A venda tradicional da loja do fornecedor acabou por ser substituída pelos shoppings virtuais, que reúnem em um mesmo espaço virtual centenas de vendedores distintos (marketplace).  Despontaram primeiramente os sites de leilão (Ebay, Mercado Livre etc.), a seguir os sites de compras coletivas (Groupon, Peixe Urbano etc.) e os clubes de compra (Privália), finalmente as grandes plataformas de comércio eletrônico (Amazon e Americanas). Os serviços não ficaram alheios à essa tendência: hospedagem (Decolar, Submarino Viagens, Booking, AirBnB e delivery (IFood, Uber Eats, Rappi etc.).

A evolução do comércio eletrônico e a consequente figura constante e imprescindível dos intermediadores, tornaram necessário o estudo da responsabilidade civil relativa às essas novas realidades.

No Brasil, tal problemática não tem sido objeto de discussão aprofundada. Além dos dispositivos aplicáveis, ínsitos no Código Civil e no Código de Defesa do Consumidor, a única lex specialis é o Decreto das “Compras Coletivas” 7962/2013, exarado para regular o novel e singular tema.

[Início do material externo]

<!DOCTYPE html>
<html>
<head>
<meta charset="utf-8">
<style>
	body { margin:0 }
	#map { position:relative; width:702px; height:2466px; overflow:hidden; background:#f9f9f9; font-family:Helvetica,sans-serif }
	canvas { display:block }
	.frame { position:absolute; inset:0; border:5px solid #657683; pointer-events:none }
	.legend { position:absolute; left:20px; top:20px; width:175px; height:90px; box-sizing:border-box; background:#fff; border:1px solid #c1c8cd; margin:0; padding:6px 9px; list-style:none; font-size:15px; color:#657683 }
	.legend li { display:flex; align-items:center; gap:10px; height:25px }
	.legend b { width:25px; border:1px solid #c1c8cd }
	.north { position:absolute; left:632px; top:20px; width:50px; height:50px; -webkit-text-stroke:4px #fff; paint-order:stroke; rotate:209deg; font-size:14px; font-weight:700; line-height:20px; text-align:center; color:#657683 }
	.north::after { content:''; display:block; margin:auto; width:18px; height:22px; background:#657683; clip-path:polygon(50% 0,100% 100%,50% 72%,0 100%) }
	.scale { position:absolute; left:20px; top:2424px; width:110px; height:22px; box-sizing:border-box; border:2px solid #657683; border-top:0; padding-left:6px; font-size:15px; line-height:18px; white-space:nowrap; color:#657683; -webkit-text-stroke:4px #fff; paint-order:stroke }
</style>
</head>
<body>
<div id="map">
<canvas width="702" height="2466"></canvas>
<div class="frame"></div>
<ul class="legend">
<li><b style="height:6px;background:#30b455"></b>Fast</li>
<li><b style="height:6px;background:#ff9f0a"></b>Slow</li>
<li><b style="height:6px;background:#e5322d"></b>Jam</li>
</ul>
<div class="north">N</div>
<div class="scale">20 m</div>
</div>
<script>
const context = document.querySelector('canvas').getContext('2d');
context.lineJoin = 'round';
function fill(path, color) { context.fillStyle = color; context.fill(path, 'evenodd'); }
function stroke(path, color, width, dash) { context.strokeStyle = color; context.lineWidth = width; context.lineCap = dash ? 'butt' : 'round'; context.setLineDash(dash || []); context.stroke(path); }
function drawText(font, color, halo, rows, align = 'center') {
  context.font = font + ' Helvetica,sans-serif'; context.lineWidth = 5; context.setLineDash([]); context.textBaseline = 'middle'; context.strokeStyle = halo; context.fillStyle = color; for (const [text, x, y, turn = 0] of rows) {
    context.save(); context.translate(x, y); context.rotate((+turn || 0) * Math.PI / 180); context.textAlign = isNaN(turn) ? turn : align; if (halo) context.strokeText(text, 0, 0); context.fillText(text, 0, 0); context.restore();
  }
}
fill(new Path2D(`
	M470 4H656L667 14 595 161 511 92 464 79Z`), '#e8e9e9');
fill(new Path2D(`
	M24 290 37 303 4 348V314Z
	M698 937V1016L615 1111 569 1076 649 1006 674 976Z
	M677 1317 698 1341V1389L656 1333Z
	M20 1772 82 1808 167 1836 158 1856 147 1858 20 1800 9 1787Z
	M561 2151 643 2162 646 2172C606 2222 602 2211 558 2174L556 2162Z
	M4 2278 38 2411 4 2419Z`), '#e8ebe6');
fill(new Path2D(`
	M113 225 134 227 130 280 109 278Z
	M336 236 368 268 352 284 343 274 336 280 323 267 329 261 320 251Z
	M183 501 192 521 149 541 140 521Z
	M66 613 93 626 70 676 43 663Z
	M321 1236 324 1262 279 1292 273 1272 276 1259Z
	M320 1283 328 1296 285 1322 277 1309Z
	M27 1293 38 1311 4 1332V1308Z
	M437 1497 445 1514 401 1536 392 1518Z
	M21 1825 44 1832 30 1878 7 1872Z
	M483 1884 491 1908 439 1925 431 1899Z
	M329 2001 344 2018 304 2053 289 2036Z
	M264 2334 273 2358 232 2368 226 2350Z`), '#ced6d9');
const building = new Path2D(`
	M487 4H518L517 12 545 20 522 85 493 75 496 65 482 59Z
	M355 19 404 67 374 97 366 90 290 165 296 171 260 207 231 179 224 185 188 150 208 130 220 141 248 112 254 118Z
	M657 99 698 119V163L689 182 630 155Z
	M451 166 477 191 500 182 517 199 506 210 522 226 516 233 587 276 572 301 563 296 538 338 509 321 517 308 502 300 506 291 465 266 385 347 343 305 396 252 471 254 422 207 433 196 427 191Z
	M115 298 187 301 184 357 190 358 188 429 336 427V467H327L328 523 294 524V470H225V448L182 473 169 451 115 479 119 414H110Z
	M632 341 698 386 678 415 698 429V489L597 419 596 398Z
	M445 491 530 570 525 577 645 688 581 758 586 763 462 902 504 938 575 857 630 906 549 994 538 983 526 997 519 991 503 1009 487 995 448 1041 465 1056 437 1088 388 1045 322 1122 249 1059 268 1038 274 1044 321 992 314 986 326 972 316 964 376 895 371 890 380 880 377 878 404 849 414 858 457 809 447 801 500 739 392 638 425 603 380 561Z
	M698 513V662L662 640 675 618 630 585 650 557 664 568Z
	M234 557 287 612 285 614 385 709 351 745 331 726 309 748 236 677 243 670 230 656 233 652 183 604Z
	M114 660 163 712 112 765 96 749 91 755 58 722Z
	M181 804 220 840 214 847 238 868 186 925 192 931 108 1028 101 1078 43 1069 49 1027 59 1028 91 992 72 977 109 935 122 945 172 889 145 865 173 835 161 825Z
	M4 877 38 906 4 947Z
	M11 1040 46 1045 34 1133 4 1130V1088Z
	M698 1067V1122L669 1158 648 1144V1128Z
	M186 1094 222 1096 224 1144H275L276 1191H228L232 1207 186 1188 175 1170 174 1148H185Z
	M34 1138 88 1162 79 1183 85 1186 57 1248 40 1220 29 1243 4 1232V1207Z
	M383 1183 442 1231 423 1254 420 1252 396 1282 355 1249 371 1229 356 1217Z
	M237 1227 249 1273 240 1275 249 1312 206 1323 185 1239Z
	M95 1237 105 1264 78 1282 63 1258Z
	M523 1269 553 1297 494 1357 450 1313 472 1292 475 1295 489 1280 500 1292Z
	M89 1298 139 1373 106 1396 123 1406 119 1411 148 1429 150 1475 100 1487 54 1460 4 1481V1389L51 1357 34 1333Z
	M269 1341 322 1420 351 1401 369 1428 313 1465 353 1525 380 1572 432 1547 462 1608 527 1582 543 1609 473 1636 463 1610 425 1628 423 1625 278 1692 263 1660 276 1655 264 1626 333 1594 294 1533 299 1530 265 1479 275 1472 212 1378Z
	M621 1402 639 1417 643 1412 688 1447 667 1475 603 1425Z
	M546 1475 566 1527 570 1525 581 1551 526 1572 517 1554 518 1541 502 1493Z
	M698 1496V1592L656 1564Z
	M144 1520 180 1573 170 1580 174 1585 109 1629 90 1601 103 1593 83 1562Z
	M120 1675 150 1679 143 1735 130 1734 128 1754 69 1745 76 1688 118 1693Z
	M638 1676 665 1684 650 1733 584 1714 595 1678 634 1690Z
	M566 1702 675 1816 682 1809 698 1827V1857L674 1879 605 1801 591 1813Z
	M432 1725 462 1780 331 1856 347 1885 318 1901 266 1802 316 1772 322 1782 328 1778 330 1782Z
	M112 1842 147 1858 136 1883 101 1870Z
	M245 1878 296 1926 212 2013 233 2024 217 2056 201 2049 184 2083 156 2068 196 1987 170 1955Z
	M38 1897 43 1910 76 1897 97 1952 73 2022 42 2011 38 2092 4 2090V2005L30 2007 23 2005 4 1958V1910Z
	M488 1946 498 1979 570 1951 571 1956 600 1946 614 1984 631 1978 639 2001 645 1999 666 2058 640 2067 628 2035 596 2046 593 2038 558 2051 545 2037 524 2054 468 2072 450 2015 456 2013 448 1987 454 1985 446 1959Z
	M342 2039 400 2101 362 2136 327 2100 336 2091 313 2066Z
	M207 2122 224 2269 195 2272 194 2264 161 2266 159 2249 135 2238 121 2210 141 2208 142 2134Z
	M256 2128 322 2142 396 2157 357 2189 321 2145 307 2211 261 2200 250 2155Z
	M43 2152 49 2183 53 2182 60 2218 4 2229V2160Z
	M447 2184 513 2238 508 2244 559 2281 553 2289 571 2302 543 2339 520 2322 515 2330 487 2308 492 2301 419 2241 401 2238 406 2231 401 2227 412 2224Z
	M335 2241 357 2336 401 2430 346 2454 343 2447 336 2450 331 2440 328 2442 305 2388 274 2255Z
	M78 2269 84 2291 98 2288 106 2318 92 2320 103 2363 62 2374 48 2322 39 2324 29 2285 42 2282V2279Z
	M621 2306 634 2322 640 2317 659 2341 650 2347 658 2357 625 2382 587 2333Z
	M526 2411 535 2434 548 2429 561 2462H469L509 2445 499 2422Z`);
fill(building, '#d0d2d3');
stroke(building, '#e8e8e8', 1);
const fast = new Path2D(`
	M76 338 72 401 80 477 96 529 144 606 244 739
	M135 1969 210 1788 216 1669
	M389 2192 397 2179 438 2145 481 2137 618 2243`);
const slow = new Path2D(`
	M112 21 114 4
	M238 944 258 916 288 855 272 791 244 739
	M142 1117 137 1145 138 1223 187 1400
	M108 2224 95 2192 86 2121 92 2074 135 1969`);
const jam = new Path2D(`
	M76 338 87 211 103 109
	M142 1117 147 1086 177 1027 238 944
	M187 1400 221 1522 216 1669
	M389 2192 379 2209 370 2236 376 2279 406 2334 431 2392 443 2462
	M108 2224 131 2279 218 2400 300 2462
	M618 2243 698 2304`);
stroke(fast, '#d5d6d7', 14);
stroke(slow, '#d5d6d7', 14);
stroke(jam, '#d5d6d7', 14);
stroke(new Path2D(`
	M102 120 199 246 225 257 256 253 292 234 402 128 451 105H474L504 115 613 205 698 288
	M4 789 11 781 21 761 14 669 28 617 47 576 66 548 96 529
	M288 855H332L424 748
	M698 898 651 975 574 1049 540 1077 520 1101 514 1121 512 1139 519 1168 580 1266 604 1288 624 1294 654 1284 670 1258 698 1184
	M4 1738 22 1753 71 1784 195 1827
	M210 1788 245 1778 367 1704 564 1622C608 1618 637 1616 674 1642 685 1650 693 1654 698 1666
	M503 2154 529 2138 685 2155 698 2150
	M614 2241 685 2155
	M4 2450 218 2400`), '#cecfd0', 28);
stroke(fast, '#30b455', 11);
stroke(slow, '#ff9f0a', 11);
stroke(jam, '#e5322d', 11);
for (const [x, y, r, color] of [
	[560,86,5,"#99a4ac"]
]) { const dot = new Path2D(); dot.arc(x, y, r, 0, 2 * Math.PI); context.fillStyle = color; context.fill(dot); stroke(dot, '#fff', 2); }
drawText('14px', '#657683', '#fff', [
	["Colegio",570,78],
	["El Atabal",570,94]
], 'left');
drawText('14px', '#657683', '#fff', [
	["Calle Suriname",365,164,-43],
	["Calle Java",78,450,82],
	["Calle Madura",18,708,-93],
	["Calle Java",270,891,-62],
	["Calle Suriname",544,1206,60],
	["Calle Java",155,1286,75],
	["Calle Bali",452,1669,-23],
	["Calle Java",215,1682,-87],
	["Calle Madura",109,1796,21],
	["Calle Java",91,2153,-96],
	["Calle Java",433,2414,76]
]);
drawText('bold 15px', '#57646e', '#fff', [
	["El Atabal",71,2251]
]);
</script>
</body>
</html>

As legislações pioneiras sobre temas novos tendem a ser estudadas e servir de modelo para as demais. Sobre o assunto, a União Europeia  emitiu três normas basilares: (i) o Regulamento 1150/2019[2], sobre as plataformas de intermediação de produtos e serviços (marketplaces); e (ii) as Diretivas 770/2019 e 771/2019, ambas sobre aquisição transfronteiriça de produtos e serviços no comércio eletrônico[3]. Essas diretivas são tidas como a principal inovação no direito contratual europeu dos últimos tempos.  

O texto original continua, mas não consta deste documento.